Judges and legislators in California joined with representatives of the Sacramento Family History Library Monday, June 11, 2018, to discover their roots as part of the Juneteenth celebration at the California State Capitol. The event was organized by assembly member Brian Dahle and the California Legislative Black Caucus. It was also supported by the California African American Museum along with California Secretary for Natural Resources, John Laird. The event commemorated the 153rd anniversary of the emancipation of enslaved African Americans in the United States.

 

The celebration began with California Assembly member Chris Holden welcoming the guests and introducing George Davis, director of the California African American Museum, who announced that new family history kiosks will be installed in the Los Angeles museum, giving visitors an opportunity to find their roots.

Assembly members Reggie Jones-Sawyer and Shirley Weber shared personal stories of finding their family history in the Freedmen’s Bureau database.

The Freedmen’s Bureau was established in 1865 to assist emancipated slaves as they transitioned to freedom. The records of 1.8 million individuals recorded by the bureau were digitized and indexed through the sponsorship of FamilySearch International. Those records are now searchable by their descendants.

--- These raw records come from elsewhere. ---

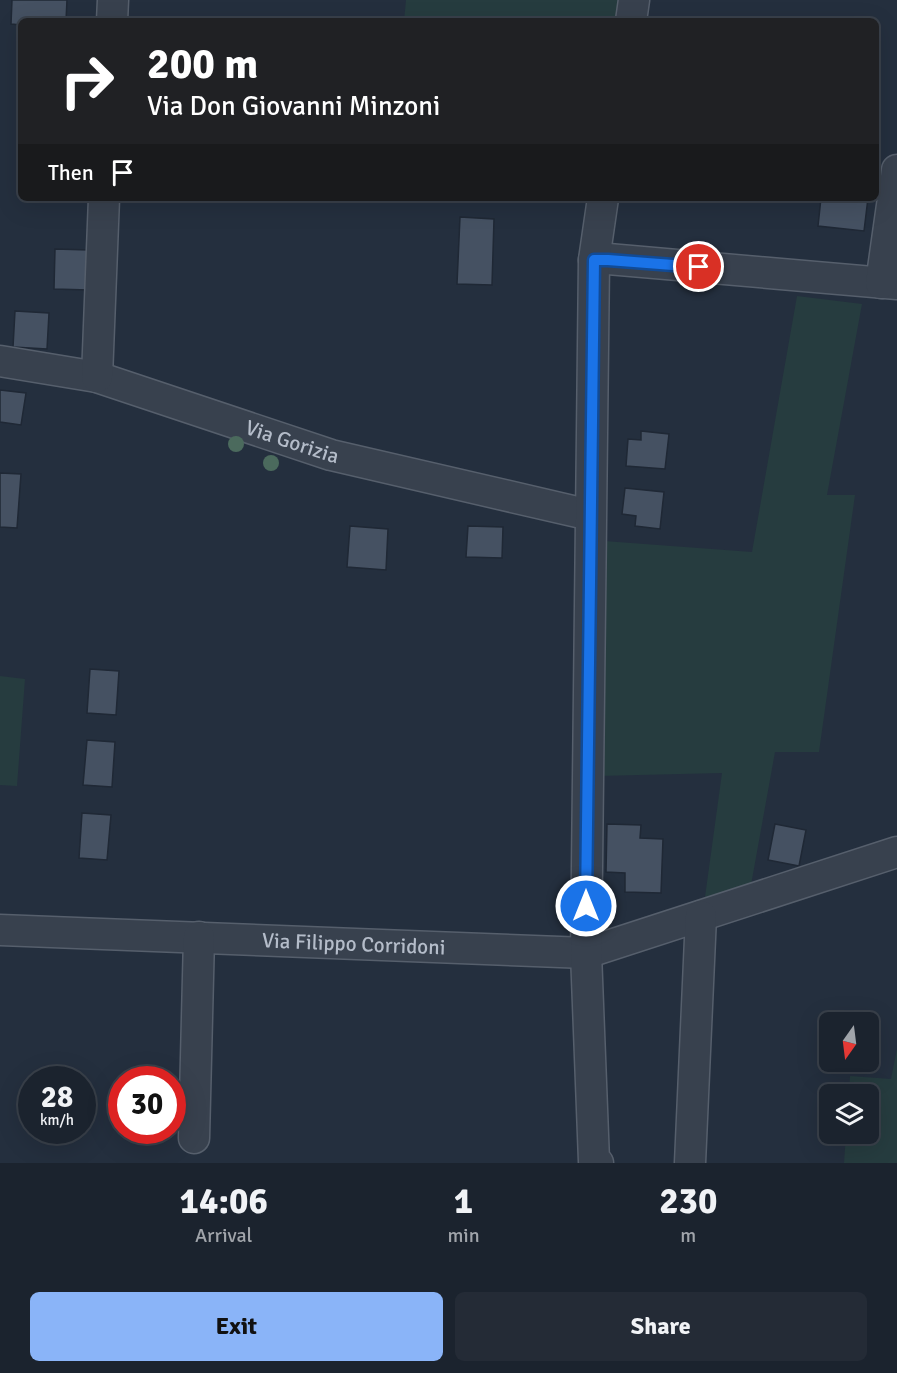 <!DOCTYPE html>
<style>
:root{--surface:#1b232e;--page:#242b36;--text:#f1f3f6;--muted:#a0a4aa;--line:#39404a;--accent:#8ab4f8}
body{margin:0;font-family:Signika,sans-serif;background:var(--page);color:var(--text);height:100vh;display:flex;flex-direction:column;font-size:22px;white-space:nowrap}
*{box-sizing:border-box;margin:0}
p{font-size:20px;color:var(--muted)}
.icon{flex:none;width:33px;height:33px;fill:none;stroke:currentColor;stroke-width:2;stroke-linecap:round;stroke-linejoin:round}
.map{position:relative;height:1163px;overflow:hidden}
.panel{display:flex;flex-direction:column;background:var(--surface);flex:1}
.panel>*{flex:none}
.hud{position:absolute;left:18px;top:18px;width:861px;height:183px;border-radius:9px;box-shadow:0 6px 24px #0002,0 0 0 2px var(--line);background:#202124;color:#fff;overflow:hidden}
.needle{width:39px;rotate:194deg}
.tools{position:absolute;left:819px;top:1012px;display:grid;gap:12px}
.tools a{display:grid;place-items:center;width:60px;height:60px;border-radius:9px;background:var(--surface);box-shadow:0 6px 24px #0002,0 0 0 2px var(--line);font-size:30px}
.speed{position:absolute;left:18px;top:1066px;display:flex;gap:12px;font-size:30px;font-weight:700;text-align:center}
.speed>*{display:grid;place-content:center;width:78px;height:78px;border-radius:50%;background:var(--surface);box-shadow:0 6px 24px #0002,0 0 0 2px var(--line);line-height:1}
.speed small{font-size:15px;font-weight:400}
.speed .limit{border:9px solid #d22;background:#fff;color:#111}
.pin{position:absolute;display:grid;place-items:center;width:51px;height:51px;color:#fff;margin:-26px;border:3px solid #fff;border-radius:50%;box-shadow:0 2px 6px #0007}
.me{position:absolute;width:66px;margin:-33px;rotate:0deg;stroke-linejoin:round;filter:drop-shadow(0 0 4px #0008)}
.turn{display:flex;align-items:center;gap:21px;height:126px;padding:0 30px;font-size:27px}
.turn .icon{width:78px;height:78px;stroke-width:2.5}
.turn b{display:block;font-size:42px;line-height:51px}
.then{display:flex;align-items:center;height:57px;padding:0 30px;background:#0003;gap:12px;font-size:22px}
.eta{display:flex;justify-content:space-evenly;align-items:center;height:102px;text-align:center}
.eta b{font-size:36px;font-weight:700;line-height:42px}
.cta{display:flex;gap:12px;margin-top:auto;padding:12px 30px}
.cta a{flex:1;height:69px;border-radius:9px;background:var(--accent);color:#111;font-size:24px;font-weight:700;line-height:69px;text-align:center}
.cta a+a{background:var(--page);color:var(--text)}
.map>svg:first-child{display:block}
.green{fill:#263c3f}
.building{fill:#455162;stroke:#1f2835;stroke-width:1.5}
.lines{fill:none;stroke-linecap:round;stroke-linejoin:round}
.minor-casing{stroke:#565f6c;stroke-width:33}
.minor{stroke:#38414e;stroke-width:30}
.tree{fill:#4b6a5d}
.route-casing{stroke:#114b97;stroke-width:15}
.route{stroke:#1a73e8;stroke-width:10}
.labels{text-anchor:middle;stroke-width:6;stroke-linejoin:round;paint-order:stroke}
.street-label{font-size:21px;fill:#b4bcc9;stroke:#1d2633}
</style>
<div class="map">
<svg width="897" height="1163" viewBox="0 0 897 1163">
<rect width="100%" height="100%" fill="#242f3e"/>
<path class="green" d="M406,0h214l-3,21h-213z
M797,296l65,8 -35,191h28l-36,257h-44l-24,133 -46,12 17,-124 -124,3 6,-235 148,11z
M0,676l25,3 -8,107 -17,-1z
M897,1049v114h-53l2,-29h22v-39h-19l1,-19 41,3z"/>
<path class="building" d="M12,0h55l-1,21h-45v4l-10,-1z
M821,198h47l-4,33 -46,-5z
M460,217l34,2 -2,66 -35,-1z
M55,249l34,1v40l-35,-1z
M15,311l34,2 -2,36 -34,-2z
M0,390l26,3 -5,32 -21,-3z
M641,431l28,3 -4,35 -39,-3 2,-27 13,1z
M0,473l21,1 -4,54 -17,-1z
M625,488l39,4 -4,37 -25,-3 1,-10 -14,-2z
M350,526l38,3 -2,41 -39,-3z
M468,526l35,1 -1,31 -36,-1z
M90,669l29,2 -3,44 -29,-2z
M87,740l28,2 -3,45 -29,-2z
M82,813l29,2 -4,45 -28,-2z
M607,824l34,1 -1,13 23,1 -2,54 -36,-1v-19l-19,-1z
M775,824l31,6 -7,36 -31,-6z"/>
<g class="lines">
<defs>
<g id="minor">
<path d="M112,21l1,-21"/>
<path d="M631,21l3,-21"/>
<path d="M594,260l14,-1 289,25"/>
<path d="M881,283l16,-113"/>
<path id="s1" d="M0,361l97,16 234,78 259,60"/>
<path d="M97,377l7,-179"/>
<path id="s2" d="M0,930l586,23 311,-101"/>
<path d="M194,1138l5,-201"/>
<path d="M598,1163l-4,-2 -8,-208 8,-693 9,-62"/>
<path d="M690,1163l11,-247"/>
</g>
</defs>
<use href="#minor" class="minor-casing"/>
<use href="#minor" class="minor"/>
</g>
<g class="tree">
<circle cx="236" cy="444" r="8"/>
<circle cx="271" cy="463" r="8"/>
</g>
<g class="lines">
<defs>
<path id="route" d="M586,906l8,-646h14l91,7"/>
</defs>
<use href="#route" class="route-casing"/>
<use href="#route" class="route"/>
</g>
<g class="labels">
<g class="street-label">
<text dy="7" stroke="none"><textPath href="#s1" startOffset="304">Via Gorizia</textPath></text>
<text dy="7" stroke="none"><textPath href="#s2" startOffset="354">Via Filippo Corridoni</textPath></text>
</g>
</g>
</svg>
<div class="tools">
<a><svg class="needle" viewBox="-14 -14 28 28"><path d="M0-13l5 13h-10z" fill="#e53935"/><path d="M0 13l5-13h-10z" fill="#a0a4aa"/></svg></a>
<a><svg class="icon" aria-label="layers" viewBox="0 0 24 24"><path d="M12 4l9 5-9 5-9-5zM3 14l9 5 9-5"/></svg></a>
</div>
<div class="speed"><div>28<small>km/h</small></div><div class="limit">30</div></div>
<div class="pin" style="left:699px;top:267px;background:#d93025"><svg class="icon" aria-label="arrive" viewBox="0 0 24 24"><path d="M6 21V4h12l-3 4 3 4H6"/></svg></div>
<svg class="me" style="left:586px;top:906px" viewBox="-20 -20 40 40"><circle r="17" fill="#1a73e8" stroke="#fff" stroke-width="3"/><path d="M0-11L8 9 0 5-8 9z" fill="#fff"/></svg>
<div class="hud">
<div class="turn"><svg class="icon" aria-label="right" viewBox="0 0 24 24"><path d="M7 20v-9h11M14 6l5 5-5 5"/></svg><div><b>200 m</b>Via Don Giovanni Minzoni</div></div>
<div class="then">Then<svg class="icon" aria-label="arrive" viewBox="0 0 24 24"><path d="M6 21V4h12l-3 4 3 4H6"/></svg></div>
</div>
</div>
<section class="panel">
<div class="eta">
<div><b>14:06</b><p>Arrival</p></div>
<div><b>1</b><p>min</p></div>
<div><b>230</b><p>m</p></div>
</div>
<div class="cta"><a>Exit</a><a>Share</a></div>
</section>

Genealogists and members of the local African American Genealogical Society helped more than 50 guests build their family tree by researching the recently digitized records from the Freedmen’s Bureau Project.

One guest, Maxine Holmberg-Douglas, knew that she was a descendent of Louis Charbonnet of Louisiana, but the help she received at this Juneteenth event allowed her to confirm the family stories that had been handed down to her and her cousin. Another guest discovered ancestors dating back to 1624.

At the evening reception of the California Black Chamber of Commerce, assembly member Kevin McCarty singled out the key contributions of The Church of Jesus Christ of Latter-day Saints in organizing the Freedman’s Bureau Project. McCarty encouraged attendees to delve into their own family histories and to share the new resources made possible through the project. He reminded all present “that we are all sons and daughters of God sharing a common bond. The Freedmen’s Bureau gives us access to a rich heritage of ancestors to make [them] part of our own family history.”